- What is expected
Copy every line from the material below that holds "absolute".

- Records shown
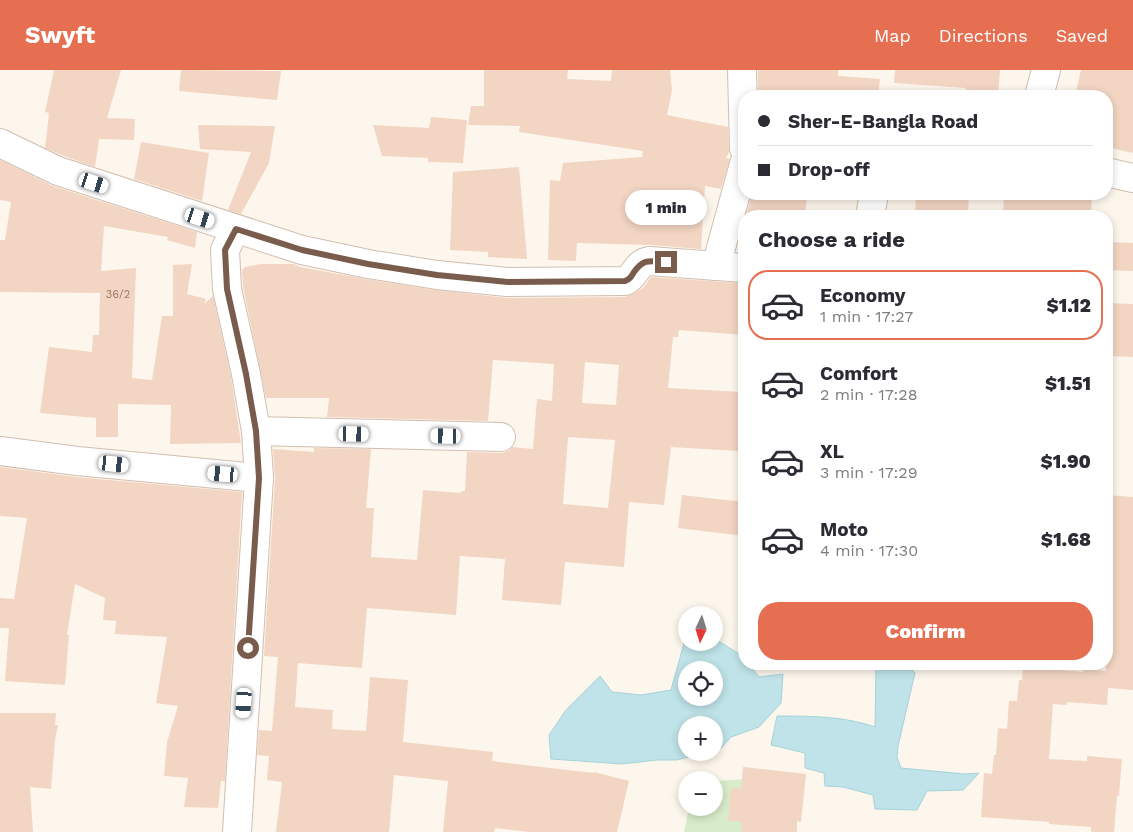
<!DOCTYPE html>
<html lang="en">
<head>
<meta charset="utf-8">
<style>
  body { margin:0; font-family:"Work Sans",sans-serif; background:#f2f2f3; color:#2b2b33; height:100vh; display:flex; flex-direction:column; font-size:19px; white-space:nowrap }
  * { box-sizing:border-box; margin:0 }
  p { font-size:16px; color:#7c7c81 }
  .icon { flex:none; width:28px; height:28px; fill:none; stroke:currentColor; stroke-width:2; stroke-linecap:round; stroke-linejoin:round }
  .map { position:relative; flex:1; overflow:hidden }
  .side { position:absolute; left:738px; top:140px; width:375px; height:460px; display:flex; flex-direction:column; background:#fff; border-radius:20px; box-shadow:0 2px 8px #0003 }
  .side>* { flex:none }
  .banner { position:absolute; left:738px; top:20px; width:375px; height:110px; border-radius:20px; box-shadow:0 2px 8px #0003; display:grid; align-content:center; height:110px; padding:0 20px; background:#fff }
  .needle { width:32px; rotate:184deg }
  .fabs { position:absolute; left:678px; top:536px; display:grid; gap:10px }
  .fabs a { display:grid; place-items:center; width:45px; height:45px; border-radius:50%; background:#fff; box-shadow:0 2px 8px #0003; font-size:25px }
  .end { position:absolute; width:22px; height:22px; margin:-11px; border:6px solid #7a5c4d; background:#fff; box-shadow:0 0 0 2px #fff }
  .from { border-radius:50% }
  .bubble { position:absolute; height:35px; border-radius:18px; background:#fff; box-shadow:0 2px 8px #0003; font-size:16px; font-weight:800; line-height:35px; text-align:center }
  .car { position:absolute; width:15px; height:30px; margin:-15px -8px; border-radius:6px; box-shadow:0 0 4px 1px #0007; background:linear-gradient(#fff 24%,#345 0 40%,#fff 0 76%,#345 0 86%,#fff 0) }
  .banner b { display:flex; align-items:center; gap:18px; height:48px; font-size:19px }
  .banner b+b { border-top:1px solid #e1e1e2 }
  .banner i { width:12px; height:12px; background:#2b2b33 }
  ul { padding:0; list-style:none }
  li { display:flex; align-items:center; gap:15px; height:70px; margin:0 10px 8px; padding:0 10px; border:2px solid transparent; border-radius:20px }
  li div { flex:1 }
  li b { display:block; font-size:19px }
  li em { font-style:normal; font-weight:800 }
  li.on { border-color:#e76f51 }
  li>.icon { width:45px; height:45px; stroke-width:1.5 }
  h2 { padding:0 20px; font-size:22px; line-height:60px }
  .button { display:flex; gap:10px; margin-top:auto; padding:10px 20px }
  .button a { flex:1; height:58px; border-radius:20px; background:#e76f51; color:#fff; font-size:20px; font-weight:800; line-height:58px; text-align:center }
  header { display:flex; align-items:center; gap:30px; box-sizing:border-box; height:70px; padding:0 25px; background:#e76f51; color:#fff }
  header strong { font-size:24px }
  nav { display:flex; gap:28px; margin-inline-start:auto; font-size:18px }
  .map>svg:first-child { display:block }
</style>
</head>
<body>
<header>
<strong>Swyft</strong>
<nav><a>Map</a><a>Directions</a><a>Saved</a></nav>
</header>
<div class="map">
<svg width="1133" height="762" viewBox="0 0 1133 762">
  <rect width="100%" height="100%" fill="#fdf6ec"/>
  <polygon fill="#d8ecc9" points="763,708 756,762 684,762 689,738 714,738 714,711"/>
  <g fill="#bfe3e8" stroke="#a5d3da" fill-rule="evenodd">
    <path d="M686,566v6h28v-4l30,19v7h5l10,13 24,-3 -2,29 -22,24 -28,10 -10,11 -7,2v-25h-28v27l19,1 -28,7h-20l-35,4 -71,-5 -2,-24 17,-25 34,-34 12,16 29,3 30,-5zM686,600h28v28h-28z"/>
    <path d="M881,594h26l8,9 -17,73 -1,11 4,11 64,6 14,-1 -16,17 -36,1 -10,19 -42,-1 -2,-14 -30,-8 -18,-1 -1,-13 -19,-5v-15l-34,-8 6,-29c33,0 67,0 98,11l1,-61z"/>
  </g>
  <g fill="#f3d5c3" fill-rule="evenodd">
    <polygon points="54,0 121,0 107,48 135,49 134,70 99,69 95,97 64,86 45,78 49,43 45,42"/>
    <polygon points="181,0 281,1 277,30 179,21"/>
    <polygon points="484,0 568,0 567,9 611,11 612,0 670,0 672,20 667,45 728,57 729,82 726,88 730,89 721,119 705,116 701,179 650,175 577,173 576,191 548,190 550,110 560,111 563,93 642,87 643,81 519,62 520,56 468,55 471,36 484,36"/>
    <polygon points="758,0 838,0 838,6 880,9 878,26 758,26"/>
    <polygon points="895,0 1000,0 998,26 965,26 966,18 894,13"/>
    <polygon points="1081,0 1133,0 1133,83 1106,77 1106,26 1075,26"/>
    <polygon points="431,47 467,50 463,93 428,92 428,88 382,86 373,55 429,58"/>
    <polygon points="198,55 275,56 269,93 241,144 228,140 251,82 200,79"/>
    <polygon points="141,72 209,83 202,131 134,109"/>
    <polygon points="0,90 53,116 197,162 195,178 167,170 168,167 104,156 101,201 136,198 132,308 152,310 162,246 173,246 173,195 192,194 187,224 206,229 204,234 213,226 231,307 241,373 170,374 171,335 118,334 118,367 96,367 96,348 40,343 49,277 92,282 93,265 99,265 100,223 0,222 0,170 5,170 11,132 0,130"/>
    <polygon points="519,97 527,189 488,187 488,182 450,180 453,102"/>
    <polygon points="752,124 807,125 805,146 746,146"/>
    <polygon points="916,124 969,124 968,146 915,146"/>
    <polygon points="1004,124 1092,124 1091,146 1003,146"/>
    <polygon points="1106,172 1133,173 1133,201 1106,200"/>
    <path d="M261,194h33l6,3 65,12 70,11 72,8 118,-1 8,-3 11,-7 7,-10 88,6 -1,22 6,1v29l-65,-5 -1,7h-5l-5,51 73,4 -3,59 -67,-4 -7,58 -35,-3 -5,65 -59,-5 -4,43 -59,-5 3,-41 -45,-3 -4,59 -89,-7 -5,60 -64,-5 -3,44 38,3 -1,19 34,2 4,-54 38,3 -5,62 90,10 -1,9 101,12 1,-1 35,9 -12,51h-88l-34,-4 -1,4h-51l5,-51 -54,-6 -5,57h-113l6,-50 -15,-2 2,-24 -12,-1 2,-25 13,1 6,-74 -14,-1 11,-177 -2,-30 41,3v-4l57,1 -5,59h8l-3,49 46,3 6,-70 38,3v-2h4l2,-39 34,1 7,-2 4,-4 21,2 4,-50 15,2 2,-37 -61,-4 -5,61 -161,-4 2,-19h-63l-23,-111 -1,-17 3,-3zM585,292l34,3 -3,40 -34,-2zM568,367l47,3 -7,68 -45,-4z"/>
    <polygon points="1108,233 1133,234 1133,287 1106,286"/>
    <polygon points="0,397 76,407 242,422 225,711 221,711 218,738 184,737 188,708 164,706 167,672 178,636 156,633 167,567 115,564 116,551 103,550 105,528 75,514 67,565 69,565 65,615 5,611 9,558 0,558 0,528 14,529 27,448 0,446"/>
    <polygon points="682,425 744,432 744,466 678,458"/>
    <polygon points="1106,425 1133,427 1133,620 1108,618 1107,635 1067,632 1067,635 1053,634 1049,689 1087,691 1087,686 1122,689 1119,726 1117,726 1114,762 1091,762 1091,757 1049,754 1049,752 981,747 984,703 992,704 994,685 996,685 998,658 1007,659 1009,631 1017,631 1019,610 1022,610 1023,594 1048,596 1048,599 1083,602 1083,599 1106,601"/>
    <polygon points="0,643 56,643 55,655 58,655 55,670 51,719 30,717 33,762 0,762"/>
    <polygon points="743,697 806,704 801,752 797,751 797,762 741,762 742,752 728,751 731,718 741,719"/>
  </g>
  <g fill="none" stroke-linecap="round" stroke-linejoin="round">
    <defs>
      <g id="minor">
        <polyline points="742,0 744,79"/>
        <polyline points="1039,26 1046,0"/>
        <path d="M0,73l58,28 244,79 66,14 69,11 70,7 118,-1c11,-5 11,-18 24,-20l95,7"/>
        <polyline points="1106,102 1133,108"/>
        <polyline points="870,146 874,124"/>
        <polyline points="235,159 225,180 227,219 246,304 256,361 259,408 237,762"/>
        <polyline points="716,196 744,94"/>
        <polyline points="256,361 501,367"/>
        <polyline points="0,381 77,391 259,408"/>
      </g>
    </defs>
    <use href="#minor" stroke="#d1beb0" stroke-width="30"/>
    <use href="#minor" stroke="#fff" stroke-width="28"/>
  </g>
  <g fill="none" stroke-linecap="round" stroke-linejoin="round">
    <path stroke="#7a5c4d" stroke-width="6" d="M248,578l11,-170 -3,-47 -10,-57 -19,-85 -2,-39 11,-21 66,21 66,14 69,11 71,7 117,-1c5,-2 6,-4 9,-9 10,-14 16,-11 32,-10"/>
  </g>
  <g text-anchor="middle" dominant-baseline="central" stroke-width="4" stroke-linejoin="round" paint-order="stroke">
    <g font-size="11" fill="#987a6a">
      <text x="118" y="224">36/2</text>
    </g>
  </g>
</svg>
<div class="fabs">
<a><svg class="needle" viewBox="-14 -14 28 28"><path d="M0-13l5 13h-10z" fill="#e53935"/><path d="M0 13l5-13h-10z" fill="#7c7c81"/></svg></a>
<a><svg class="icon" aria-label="locate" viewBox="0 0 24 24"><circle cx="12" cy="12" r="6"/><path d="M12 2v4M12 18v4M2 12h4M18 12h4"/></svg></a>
<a>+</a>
<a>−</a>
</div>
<i class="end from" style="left:248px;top:578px"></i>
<i class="end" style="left:666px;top:192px"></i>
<div class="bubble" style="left:625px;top:120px;width:82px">1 min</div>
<i class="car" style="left:94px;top:113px;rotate:108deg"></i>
<i class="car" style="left:200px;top:148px;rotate:108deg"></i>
<i class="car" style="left:354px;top:364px;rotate:91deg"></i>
<i class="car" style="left:446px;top:366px;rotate:271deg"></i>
<i class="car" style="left:114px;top:394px;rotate:96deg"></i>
<i class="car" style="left:223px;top:404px;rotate:275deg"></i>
<i class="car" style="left:244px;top:633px;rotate:184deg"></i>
<div class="banner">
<b><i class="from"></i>Sher-E-Bangla Road</b>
<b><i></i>Drop-off</b>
</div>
<section class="side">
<h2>Choose a ride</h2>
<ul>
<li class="on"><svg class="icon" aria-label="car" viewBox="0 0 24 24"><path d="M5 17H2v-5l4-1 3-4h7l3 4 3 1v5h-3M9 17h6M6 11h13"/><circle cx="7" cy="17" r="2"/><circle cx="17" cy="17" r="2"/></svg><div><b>Economy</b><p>1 min · 17:27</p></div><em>$1.12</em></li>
<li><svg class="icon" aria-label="car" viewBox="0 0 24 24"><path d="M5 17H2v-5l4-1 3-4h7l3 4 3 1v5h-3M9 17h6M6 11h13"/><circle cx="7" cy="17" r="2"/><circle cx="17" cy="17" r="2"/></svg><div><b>Comfort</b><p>2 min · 17:28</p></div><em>$1.51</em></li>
<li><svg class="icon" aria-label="car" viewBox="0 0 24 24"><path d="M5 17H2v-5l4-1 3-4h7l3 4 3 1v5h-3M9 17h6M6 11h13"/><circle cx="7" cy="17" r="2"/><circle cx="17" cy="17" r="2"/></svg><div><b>XL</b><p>3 min · 17:29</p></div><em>$1.90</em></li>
<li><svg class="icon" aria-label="car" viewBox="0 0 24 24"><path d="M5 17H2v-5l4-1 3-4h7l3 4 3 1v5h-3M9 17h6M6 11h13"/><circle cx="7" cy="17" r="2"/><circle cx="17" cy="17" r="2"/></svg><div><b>Moto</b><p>4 min · 17:30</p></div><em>$1.68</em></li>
</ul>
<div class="button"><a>Confirm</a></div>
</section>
</div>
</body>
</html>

- Solution
  .side { position:absolute; left:738px; top:140px; width:375px; height:460px; display:flex; flex-direction:column; background:#fff; border-radius:20px; box-shadow:0 2px 8px #0003 }
  .banner { position:absolute; left:738px; top:20px; width:375px; height:110px; border-radius:20px; box-shadow:0 2px 8px #0003; display:grid; align-content:center; height:110px; padding:0 20px; background:#fff }
  .fabs { position:absolute; left:678px; top:536px; display:grid; gap:10px }
  .end { position:absolute; width:22px; height:22px; margin:-11px; border:6px solid #7a5c4d; background:#fff; box-shadow:0 0 0 2px #fff }
  .bubble { position:absolute; height:35px; border-radius:18px; background:#fff; box-shadow:0 2px 8px #0003; font-size:16px; font-weight:800; line-height:35px; text-align:center }
  .car { position:absolute; width:15px; height:30px; margin:-15px -8px; border-radius:6px; box-shadow:0 0 4px 1px #0007; background:linear-gradient(#fff 24%,#345 0 40%,#fff 0 76%,#345 0 86%,#fff 0) }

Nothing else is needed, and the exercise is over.